Excerpts from a dataset:
+===+

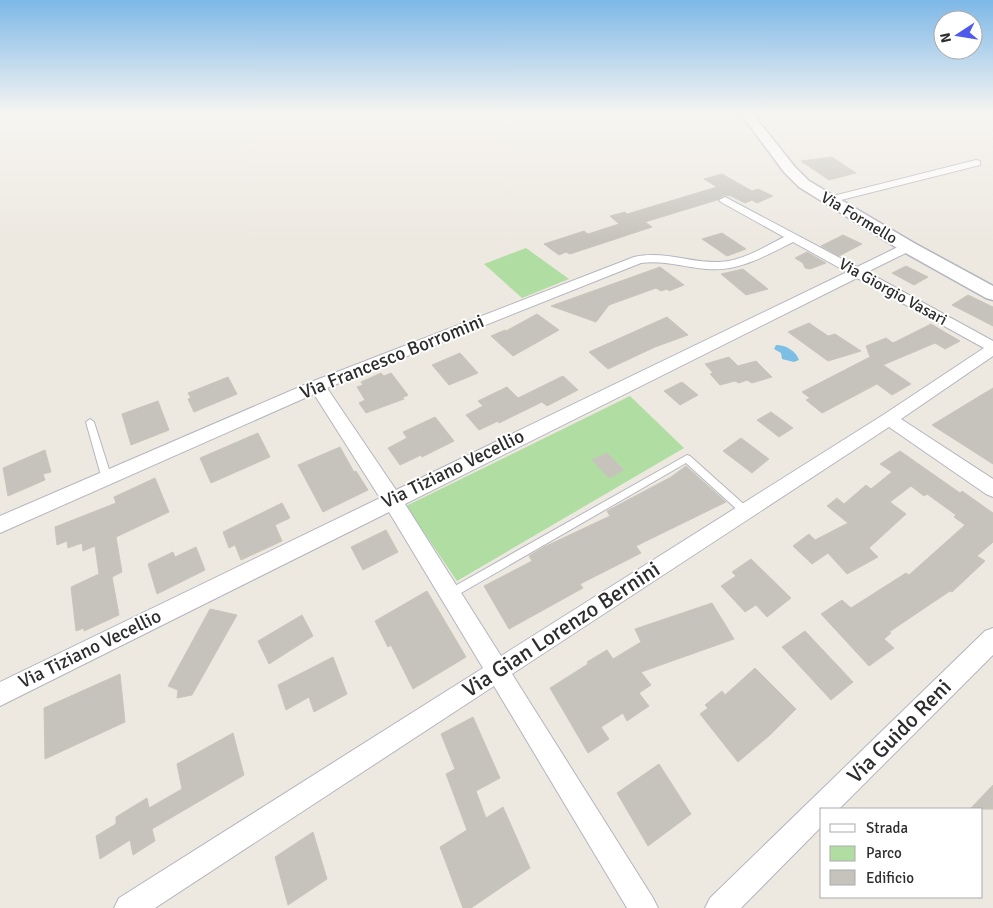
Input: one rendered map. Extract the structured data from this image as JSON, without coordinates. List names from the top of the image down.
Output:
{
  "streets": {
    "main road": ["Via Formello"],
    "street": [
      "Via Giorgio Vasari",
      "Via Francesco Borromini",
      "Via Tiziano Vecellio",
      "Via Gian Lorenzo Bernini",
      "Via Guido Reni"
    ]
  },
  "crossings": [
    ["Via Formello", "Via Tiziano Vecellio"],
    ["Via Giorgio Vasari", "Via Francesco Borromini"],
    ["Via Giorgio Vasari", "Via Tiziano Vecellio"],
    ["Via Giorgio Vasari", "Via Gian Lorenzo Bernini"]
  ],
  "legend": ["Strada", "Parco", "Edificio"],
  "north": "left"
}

+===+

GOAL OF THE EXERCISE: From the first line to the last, set down the data exactly, without the pictures.

RESPONSE TO THE EXERCISE:
Input: one rendered map. Extract the structured data from this image as JSON, without coordinates. List names from the top of the image down.
Output:
{
  "streets": {
    "main road": ["Via Formello"],
    "street": [
      "Via Giorgio Vasari",
      "Via Francesco Borromini",
      "Via Tiziano Vecellio",
      "Via Gian Lorenzo Bernini",
      "Via Guido Reni"
    ]
  },
  "crossings": [
    ["Via Formello", "Via Tiziano Vecellio"],
    ["Via Giorgio Vasari", "Via Francesco Borromini"],
    ["Via Giorgio Vasari", "Via Tiziano Vecellio"],
    ["Via Giorgio Vasari", "Via Gian Lorenzo Bernini"]
  ],
  "legend": ["Strada", "Parco", "Edificio"],
  "north": "left"
}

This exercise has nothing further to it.